* **What you need to do**: Where the records below show a line containing "position:relative; flex:1; overflow:hidden", start copying; end with the line containing "display:grid; place-items:center; width:55px;", and copy it too.

* **Data shown**:
-------
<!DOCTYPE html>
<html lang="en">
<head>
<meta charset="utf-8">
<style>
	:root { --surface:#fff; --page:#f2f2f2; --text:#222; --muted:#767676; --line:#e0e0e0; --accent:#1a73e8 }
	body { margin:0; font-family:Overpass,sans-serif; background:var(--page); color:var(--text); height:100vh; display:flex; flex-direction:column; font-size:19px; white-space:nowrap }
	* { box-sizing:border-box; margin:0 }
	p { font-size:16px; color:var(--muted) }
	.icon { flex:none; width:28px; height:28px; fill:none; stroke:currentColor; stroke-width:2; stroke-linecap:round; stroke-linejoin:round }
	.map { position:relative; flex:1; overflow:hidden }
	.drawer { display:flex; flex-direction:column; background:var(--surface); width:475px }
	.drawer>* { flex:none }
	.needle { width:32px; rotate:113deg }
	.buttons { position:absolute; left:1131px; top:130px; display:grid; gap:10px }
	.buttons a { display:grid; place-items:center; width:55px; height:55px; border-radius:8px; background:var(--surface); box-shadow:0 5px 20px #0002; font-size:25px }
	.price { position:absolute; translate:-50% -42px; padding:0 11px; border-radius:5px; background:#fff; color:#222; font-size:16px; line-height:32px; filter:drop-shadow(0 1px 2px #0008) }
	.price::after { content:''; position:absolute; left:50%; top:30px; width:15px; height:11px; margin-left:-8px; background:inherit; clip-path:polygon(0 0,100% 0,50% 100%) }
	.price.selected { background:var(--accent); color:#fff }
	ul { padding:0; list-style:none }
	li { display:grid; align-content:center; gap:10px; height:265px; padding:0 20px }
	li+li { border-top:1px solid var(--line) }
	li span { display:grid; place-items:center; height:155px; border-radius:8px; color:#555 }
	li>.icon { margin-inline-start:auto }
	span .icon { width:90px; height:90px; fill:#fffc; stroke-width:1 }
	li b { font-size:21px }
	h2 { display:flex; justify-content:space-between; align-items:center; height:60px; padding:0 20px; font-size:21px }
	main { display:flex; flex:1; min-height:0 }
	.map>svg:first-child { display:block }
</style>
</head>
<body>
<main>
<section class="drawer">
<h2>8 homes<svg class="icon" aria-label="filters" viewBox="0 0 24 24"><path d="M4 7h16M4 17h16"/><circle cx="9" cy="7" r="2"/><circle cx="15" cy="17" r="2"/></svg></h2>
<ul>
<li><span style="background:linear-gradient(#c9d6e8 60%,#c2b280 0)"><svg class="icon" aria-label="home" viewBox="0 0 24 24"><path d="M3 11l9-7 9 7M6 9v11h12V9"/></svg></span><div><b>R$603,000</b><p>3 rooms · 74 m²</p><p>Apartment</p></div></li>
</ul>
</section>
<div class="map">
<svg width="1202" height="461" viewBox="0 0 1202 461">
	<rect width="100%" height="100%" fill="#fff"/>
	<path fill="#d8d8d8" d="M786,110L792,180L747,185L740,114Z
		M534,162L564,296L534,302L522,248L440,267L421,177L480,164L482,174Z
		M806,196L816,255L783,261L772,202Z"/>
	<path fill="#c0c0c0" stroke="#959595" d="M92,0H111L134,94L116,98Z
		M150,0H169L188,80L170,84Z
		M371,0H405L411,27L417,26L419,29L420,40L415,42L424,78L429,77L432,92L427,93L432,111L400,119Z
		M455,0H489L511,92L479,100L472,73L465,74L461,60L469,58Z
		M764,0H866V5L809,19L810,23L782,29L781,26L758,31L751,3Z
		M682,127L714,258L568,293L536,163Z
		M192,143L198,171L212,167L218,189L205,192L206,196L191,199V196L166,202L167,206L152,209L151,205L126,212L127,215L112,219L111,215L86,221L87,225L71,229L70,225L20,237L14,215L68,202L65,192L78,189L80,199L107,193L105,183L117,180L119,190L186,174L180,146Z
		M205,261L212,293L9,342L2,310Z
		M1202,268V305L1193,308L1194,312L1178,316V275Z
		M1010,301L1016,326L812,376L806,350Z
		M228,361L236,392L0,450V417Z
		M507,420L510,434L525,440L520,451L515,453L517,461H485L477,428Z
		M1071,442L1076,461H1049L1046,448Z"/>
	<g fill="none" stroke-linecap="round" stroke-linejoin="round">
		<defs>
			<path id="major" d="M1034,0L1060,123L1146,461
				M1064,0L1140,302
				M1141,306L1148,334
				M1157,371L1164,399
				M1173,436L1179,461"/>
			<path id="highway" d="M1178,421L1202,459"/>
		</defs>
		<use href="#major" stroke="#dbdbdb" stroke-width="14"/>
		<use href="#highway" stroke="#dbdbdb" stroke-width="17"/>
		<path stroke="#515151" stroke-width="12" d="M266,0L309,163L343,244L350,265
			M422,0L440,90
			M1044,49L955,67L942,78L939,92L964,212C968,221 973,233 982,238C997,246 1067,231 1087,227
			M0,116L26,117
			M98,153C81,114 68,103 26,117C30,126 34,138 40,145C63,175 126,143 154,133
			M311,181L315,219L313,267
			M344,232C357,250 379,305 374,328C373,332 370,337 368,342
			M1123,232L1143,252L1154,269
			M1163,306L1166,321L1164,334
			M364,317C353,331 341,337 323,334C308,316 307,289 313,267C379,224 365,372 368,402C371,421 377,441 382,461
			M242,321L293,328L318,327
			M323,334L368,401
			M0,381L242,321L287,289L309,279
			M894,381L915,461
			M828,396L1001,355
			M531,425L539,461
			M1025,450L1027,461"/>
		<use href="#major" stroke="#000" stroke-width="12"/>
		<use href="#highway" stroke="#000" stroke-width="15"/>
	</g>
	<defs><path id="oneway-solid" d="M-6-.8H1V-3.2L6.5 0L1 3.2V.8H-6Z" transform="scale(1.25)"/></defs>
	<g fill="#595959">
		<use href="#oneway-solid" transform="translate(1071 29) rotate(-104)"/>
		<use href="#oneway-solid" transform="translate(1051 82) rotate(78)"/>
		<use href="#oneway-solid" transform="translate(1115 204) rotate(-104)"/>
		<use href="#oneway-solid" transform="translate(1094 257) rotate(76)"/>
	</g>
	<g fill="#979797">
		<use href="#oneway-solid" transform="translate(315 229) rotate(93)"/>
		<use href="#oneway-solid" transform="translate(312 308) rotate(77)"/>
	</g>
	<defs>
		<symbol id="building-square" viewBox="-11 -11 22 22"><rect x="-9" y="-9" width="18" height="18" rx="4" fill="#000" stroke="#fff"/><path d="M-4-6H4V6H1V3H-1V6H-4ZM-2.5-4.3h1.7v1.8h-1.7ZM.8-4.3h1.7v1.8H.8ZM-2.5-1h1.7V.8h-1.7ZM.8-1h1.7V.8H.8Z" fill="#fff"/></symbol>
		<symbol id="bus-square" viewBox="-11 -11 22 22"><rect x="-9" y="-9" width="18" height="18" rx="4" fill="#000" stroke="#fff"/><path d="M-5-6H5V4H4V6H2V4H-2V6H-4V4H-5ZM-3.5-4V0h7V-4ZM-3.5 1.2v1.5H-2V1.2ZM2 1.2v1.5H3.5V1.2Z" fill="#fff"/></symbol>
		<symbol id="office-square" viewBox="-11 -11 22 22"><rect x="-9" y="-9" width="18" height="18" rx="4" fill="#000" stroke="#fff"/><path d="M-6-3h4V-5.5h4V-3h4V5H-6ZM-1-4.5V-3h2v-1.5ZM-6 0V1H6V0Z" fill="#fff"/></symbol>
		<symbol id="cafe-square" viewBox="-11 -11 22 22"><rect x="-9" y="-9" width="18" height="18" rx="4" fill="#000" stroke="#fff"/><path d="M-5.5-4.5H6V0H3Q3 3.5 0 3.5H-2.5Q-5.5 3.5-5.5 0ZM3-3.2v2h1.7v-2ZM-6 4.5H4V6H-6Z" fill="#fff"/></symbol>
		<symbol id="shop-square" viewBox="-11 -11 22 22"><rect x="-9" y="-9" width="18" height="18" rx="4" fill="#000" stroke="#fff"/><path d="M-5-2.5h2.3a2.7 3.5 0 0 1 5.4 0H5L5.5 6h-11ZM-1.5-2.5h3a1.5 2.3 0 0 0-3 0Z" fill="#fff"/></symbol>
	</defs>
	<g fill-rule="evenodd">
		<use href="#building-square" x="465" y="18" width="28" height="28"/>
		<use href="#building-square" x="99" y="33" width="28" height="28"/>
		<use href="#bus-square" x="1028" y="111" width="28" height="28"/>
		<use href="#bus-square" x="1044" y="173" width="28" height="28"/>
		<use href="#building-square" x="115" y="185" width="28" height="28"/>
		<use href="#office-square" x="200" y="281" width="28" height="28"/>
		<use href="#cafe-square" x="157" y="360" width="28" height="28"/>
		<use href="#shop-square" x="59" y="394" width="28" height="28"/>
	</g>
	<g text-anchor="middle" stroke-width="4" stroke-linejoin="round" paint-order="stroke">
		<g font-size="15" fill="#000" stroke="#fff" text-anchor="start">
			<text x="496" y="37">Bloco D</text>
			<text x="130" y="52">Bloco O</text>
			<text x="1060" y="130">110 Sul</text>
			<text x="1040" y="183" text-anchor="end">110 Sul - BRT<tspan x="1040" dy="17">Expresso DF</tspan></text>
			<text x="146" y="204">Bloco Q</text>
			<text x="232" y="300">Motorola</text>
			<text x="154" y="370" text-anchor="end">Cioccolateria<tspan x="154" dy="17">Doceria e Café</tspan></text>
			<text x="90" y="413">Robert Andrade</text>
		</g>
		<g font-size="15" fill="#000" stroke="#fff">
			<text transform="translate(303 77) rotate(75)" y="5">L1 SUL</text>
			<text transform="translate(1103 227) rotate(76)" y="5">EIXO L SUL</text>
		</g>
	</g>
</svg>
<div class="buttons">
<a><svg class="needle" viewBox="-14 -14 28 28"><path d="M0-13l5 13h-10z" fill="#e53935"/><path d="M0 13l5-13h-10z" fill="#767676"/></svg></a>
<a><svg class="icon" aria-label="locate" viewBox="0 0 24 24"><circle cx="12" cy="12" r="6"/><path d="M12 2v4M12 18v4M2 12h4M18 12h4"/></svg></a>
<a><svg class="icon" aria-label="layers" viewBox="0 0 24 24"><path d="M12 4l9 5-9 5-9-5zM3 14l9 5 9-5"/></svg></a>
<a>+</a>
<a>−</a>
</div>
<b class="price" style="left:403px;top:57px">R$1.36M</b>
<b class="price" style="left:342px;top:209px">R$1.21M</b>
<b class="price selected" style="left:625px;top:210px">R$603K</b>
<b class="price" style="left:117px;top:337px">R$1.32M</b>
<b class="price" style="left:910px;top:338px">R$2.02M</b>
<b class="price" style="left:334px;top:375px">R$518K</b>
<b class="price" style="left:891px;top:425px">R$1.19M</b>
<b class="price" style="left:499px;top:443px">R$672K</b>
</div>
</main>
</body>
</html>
-------
* **Output for this exercise**:
	.map { position:relative; flex:1; overflow:hidden }
	.drawer { display:flex; flex-direction:column; background:var(--surface); width:475px }
	.drawer>* { flex:none }
	.needle { width:32px; rotate:113deg }
	.buttons { position:absolute; left:1131px; top:130px; display:grid; gap:10px }
	.buttons a { display:grid; place-items:center; width:55px; height:55px; border-radius:8px; background:var(--surface); box-shadow:0 5px 20px #0002; font-size:25px }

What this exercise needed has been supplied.